Unique Threat – No.1:


In April 1950, the US National Security Council Directive 68 (NSC68) stated: “The Soviet Union, unlike previous aspirants to hegemony, is animated by a new fanatic faith, antithetical to our own, and seeks to impose absolute authority over the rest of the world.” The citizens of the United States, the report went on, “stand in their deepest peril,” being threatened with the “destruction not only of this Republic but of civilisation itself”.


Unique Threat No. 2:


In May 1985 Ronald Reagan declared a “national emergency” to deal with the “unusual and extraordinary threat to the national security and foreign policy of the United States” posed by “the policies and actions of the Government of Nicaragua”.


Unique Threat No. 3:


In September 2002, Tony Blair declared: “Iraq poses a real and unique threat to the security of the region and the rest of the world.”



Profitable Responses


It is comforting to believe that threats are identified and addressed by governments on the basis of rational criteria. One of the key roles of the mainstream media is to persuade the public that leaders are basically reasonable people making rational decisions in response to ‘tough choices’. The media’s continual focus on the personal beliefs and hopes of individual leaders helps to obscure the influence of institutionalised greed in selecting both them and their policies. In truth there is nothing rational about greed, and greed is very much in control of both politics and the media that report it.
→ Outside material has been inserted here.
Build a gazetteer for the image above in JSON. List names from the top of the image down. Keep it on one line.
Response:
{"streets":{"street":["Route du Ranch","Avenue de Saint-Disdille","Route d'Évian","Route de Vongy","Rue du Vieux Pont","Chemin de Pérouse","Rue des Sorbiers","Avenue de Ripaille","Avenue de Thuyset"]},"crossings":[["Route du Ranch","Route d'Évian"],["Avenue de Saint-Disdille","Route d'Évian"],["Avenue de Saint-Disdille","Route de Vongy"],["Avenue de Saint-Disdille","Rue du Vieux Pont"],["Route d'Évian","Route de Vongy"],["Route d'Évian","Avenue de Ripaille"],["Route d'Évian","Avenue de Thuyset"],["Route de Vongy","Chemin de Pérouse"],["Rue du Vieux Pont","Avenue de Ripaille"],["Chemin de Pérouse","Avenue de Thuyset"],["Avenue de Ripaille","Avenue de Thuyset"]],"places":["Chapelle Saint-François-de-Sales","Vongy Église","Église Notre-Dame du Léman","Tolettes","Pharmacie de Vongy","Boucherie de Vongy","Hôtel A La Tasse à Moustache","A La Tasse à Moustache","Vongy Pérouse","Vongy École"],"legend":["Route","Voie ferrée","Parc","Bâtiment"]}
If we study the long history of “unique” and “extraordinary” threats to “civilisation itself”, we find that, to qualify, a threat must first be sufficiently plausible to generate fear in the general population. Secondly, addressing the threat must be massively rewarding to powerful vested interests. Thirdly, addressing the threat must carry minimal risks to those same interests.


As a nuclear-armed totalitarian power with an atrocious human rights record, China certainly fulfils the first criterion. Addressing China as a ‘unique threat’, however, involves considerable economic and military costs and risks for vested interests. Climate change is a very real threat. Again, however, action is deeply threatening to power, and so the same people warning of a possible Iraqi missile attack on Gibraltar are hell-bent on obstructing even trivial action to combat global warming. In the past ten years Saddam Hussein has done nothing to threaten the West. In the next ten years, according to the US National Academy of Sciences, the world could face an authentic “climate catastrophe”.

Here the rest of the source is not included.